As the solid electrolyte layer 25, a material having ion conductivity and small enough to have negligible electronic conductivity can be used. Especially when the energy device is a lithium ion secondary battery, since lithium ions are mobile ions, Li ₃ PO ₄ and, mixed with nitrogen to Li ₃ PO ₄ (or part of the elements of Li ₃ PO ₄ A solid electrolyte made of a material (LiPON: typical composition is Li _2.9 PO _3.3 N _0.36 ) or the like obtained by substituting with nitrogen is preferable because of its excellent lithium ion conductivity. Similarly, a solid electrolyte made of a sulfide such as Li ₂ S—SiS ₂ , Li ₂ S—P ₂ S ₅ , Li ₂ S—B ₂ S ₃ is also effective. Furthermore, solid electrolytes obtained by doping these solid electrolytes with lithium halides such as LiI and lithium oxyacid salts such as Li ₃ PO ₄ are also effective. The material of the solid electrolyte 25 of the present invention is not limited to the above, and other materials can be used as the solid electrolyte layer 25. By using a solid electrolyte as the electrolyte, it is not necessary to take countermeasures against liquid leakage which are essential in the conventional liquid electrolyte, and the energy device can be easily reduced in size and thickness.

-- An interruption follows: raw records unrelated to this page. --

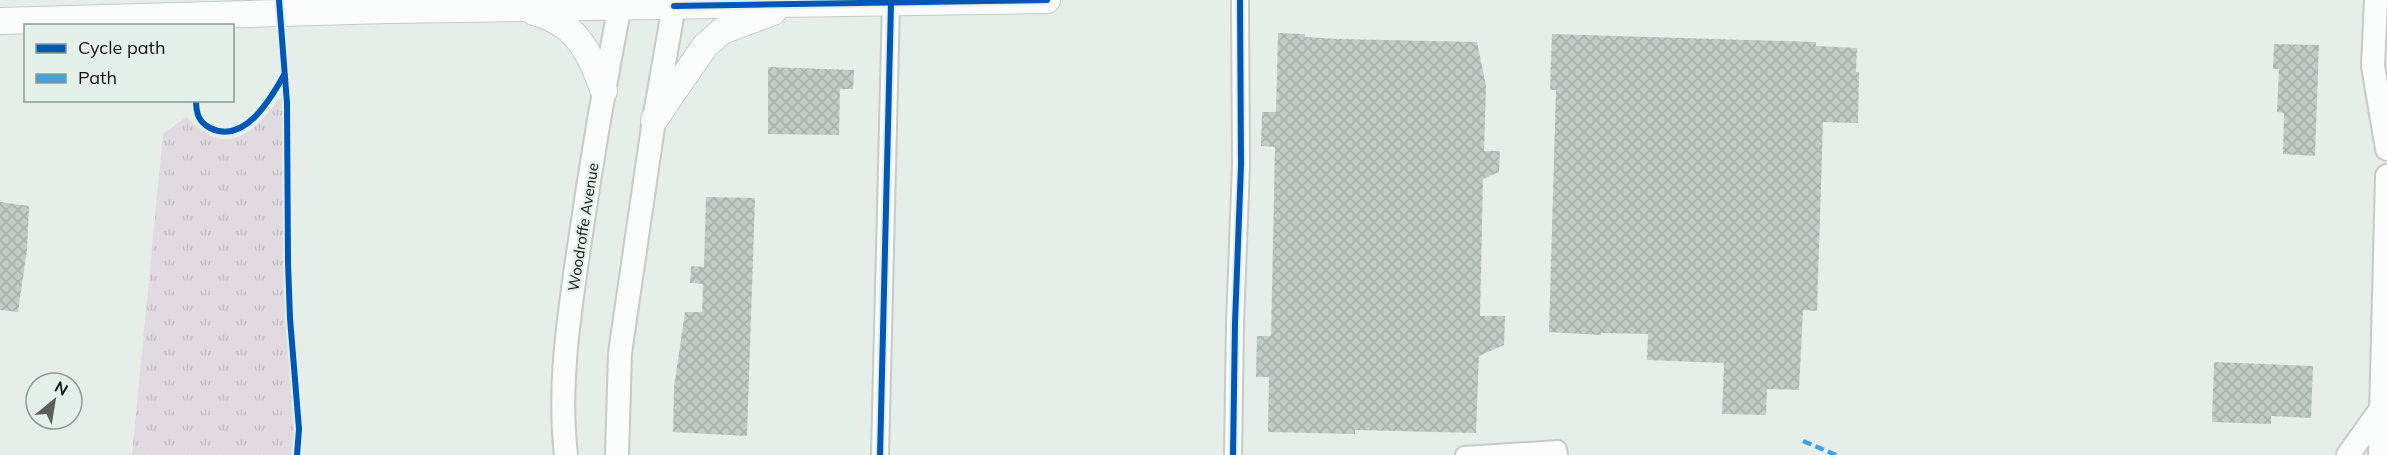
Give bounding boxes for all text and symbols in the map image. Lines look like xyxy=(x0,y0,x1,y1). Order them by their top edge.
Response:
legend xyxy=(24,24,234,102)
text: Cycle path xyxy=(78,36,165,59)
text: Path xyxy=(78,66,117,89)
street label: Woodroffe Avenue xyxy=(563,161,603,293)
north arrow xyxy=(24,371,84,431)
text: N xyxy=(51,376,72,400)

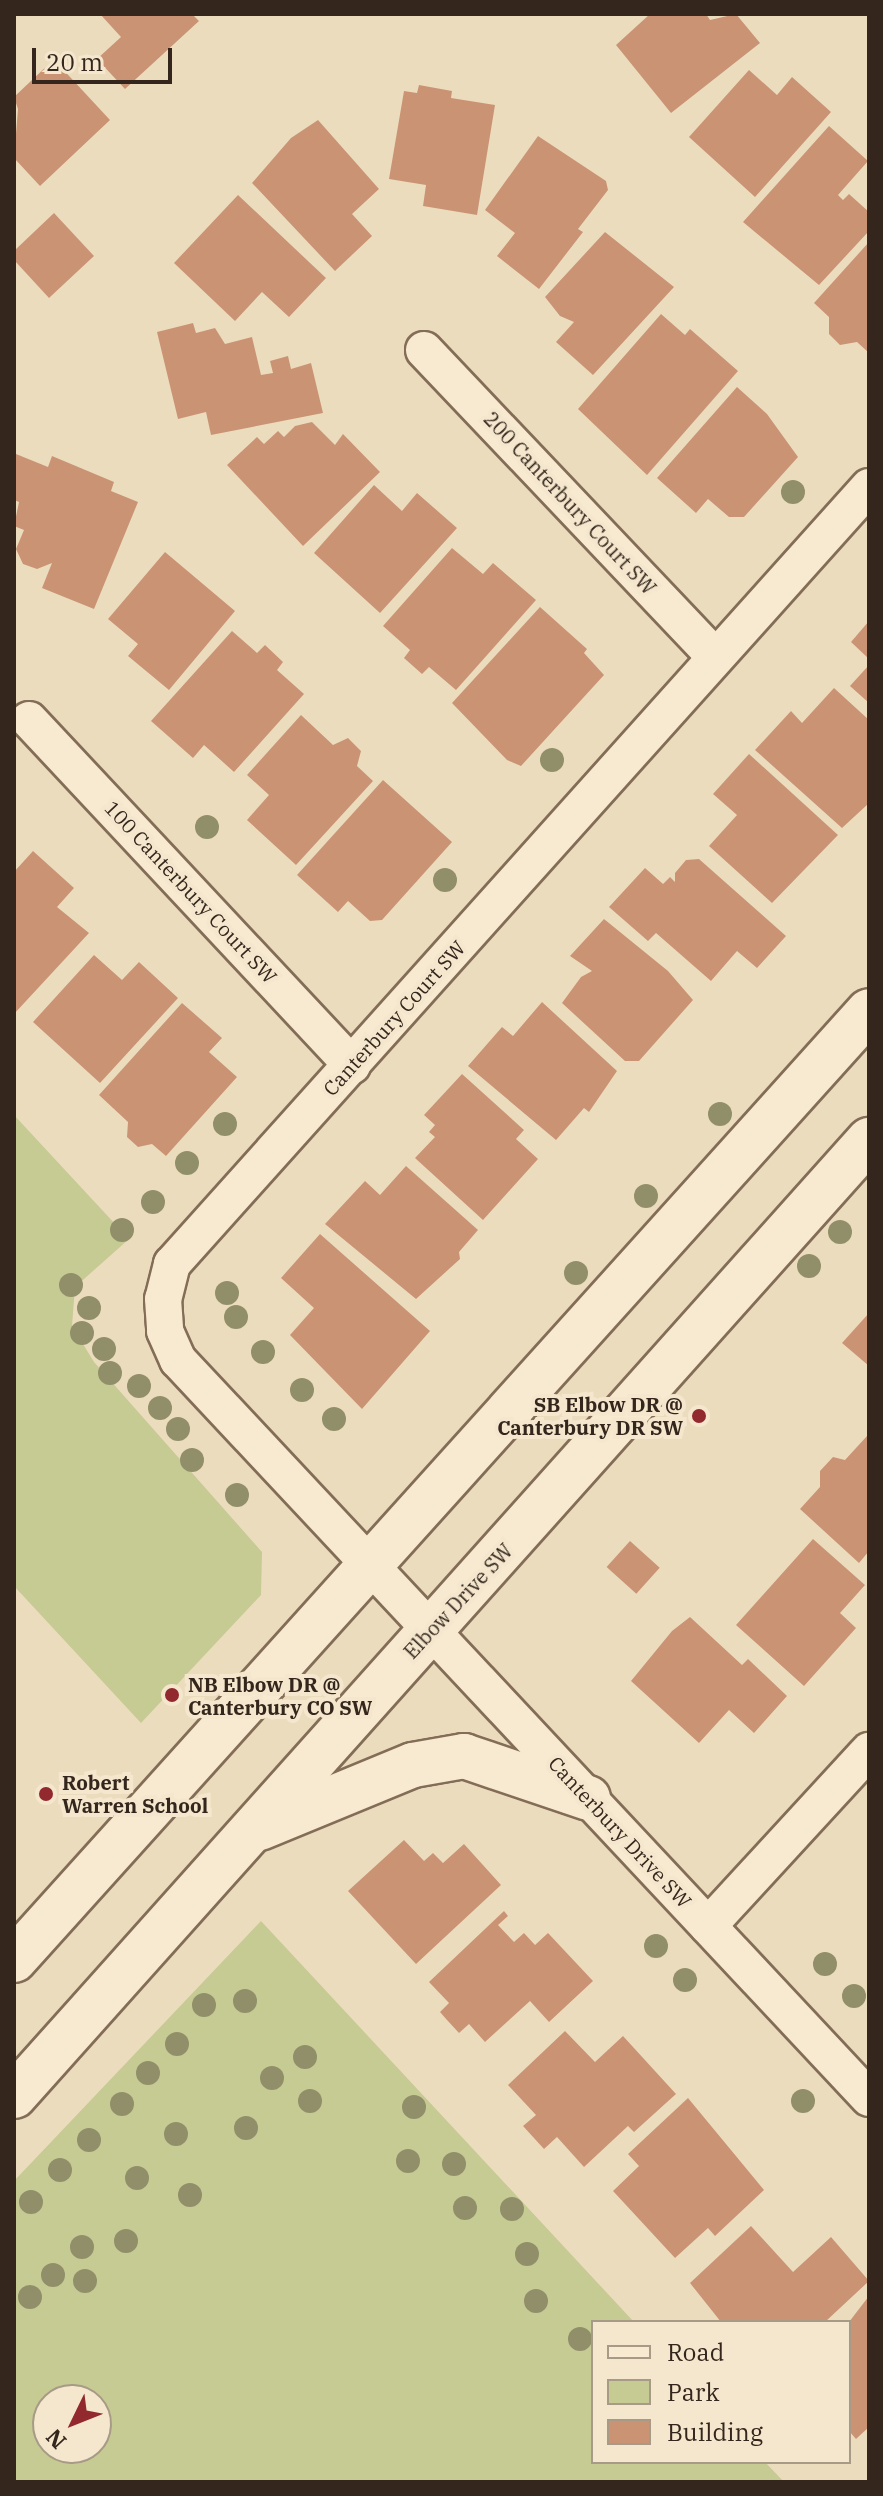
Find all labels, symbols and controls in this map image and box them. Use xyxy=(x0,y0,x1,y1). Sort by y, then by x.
scale bar xyxy=(36,32,176,82)
text: 20 m xyxy=(46,46,103,78)
street label: 200 Canterbury Court SW xyxy=(479,407,661,599)
street label: 100 Canterbury Court SW xyxy=(100,796,282,988)
street label: Canterbury Court SW xyxy=(318,936,470,1100)
place label: SB Elbow DR @ Canterbury DR SW xyxy=(497,1392,683,1439)
marker: SB Elbow DR @ Canterbury DR SW xyxy=(690,1407,708,1425)
street label: Elbow Drive SW xyxy=(399,1539,517,1663)
place label: NB Elbow DR @ Canterbury CO SW xyxy=(188,1672,372,1719)
marker: NB Elbow DR @ Canterbury CO SW xyxy=(163,1686,181,1704)
street label: Canterbury Drive SW xyxy=(544,1751,696,1913)
place label: Robert Warren School xyxy=(62,1770,208,1817)
marker: Robert Warren School xyxy=(37,1785,55,1803)
legend xyxy=(591,2320,851,2464)
text: Road xyxy=(667,2336,724,2368)
text: Park xyxy=(667,2376,719,2408)
north arrow xyxy=(32,2384,112,2464)
text: Building xyxy=(667,2416,763,2448)
text: N xyxy=(39,2423,72,2456)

  The negative electrode composite layer 29 has both a role as a negative electrode active material layer and a role as a negative electrode current collector layer, and is made of a lithium compound containing at least lithium and a second metal. This improves the chemical stability of the negative electrode composite layer 24 and facilitates production.

  The second metal is a metal having a work function of 4 eV or more. This is because such a metal is chemically stable and facilitates efficient film formation of the negative electrode composite layer 29. Examples of metals having a work function of 4 eV or more are aluminum, silicon, vanadium, cobalt, nickel, copper, germanium, zirconium, niobium, molybdenum, silver, rhodium, tin, tantalum, palladium, platinum, gold, tungsten, and the like. . Aluminum is preferable. This is because a thin film having good characteristics can be easily formed. However, it is not limited to these, For example, you may use metals other than the metal illustrated previously and whose work function is 4 eV or more as a 2nd metal. Further, two or more metals having a work function of 4 eV or more may be included.

  In the thickness direction of the negative electrode composite layer 29 (the vertical direction in FIG. 9), the composition ratio of lithium and the second metal is not constant, and the lithium concentration gradually increases toward the interface with the solid electrolyte layer 25. In other words, the lithium concentration gradually decreases as the distance from the solid electrolyte layer 25 increases. Thereby, the negative electrode composite layer 29 can be stably formed without impairing the charge / discharge characteristics.

  At the interface of the negative electrode composite layer 29 on the side opposite to the solid electrolyte layer 25, the lithium concentration is preferably reduced and is substantially composed of the second metal. Specifically, a portion where the lithium ratio Rc with respect to the total of lithium and the second metal is 20 at% or less exists at or near the interface opposite to the solid electrolyte layer 25 of the negative electrode composite layer 29, and Rc The thickness T of the portion of ≦ 20 at% is 100 nm or more. The thickness T is preferably 200 nm or more, more preferably 500 nm or more. Further, the lithium ratio Rc with respect to the total of lithium and the second metal is preferably 10 at% or less, preferably 5 at% or less, at or near the interface of the negative electrode composite layer 29 opposite to the solid electrolyte layer 25. Is more preferable. Due to the large thickness T and the small lithium ratio Rc, the reactivity of the negative electrode composite layer 29 with moisture and oxygen is suppressed on the surface of the negative electrode composite layer 29 opposite to the solid electrolyte layer 25. I can do it. In particular, when Rc / T is 200 (at% / μm) or less, significant discoloration of the surface of the negative electrode composite layer 29 when the energy device is left in a high humidity atmosphere can be prevented. Further, when Rc / T is 10 (at% / μm) or less, the storage characteristics of the energy device in a high humidity atmosphere and the battery characteristics in the charge / discharge cycle are remarkably improved.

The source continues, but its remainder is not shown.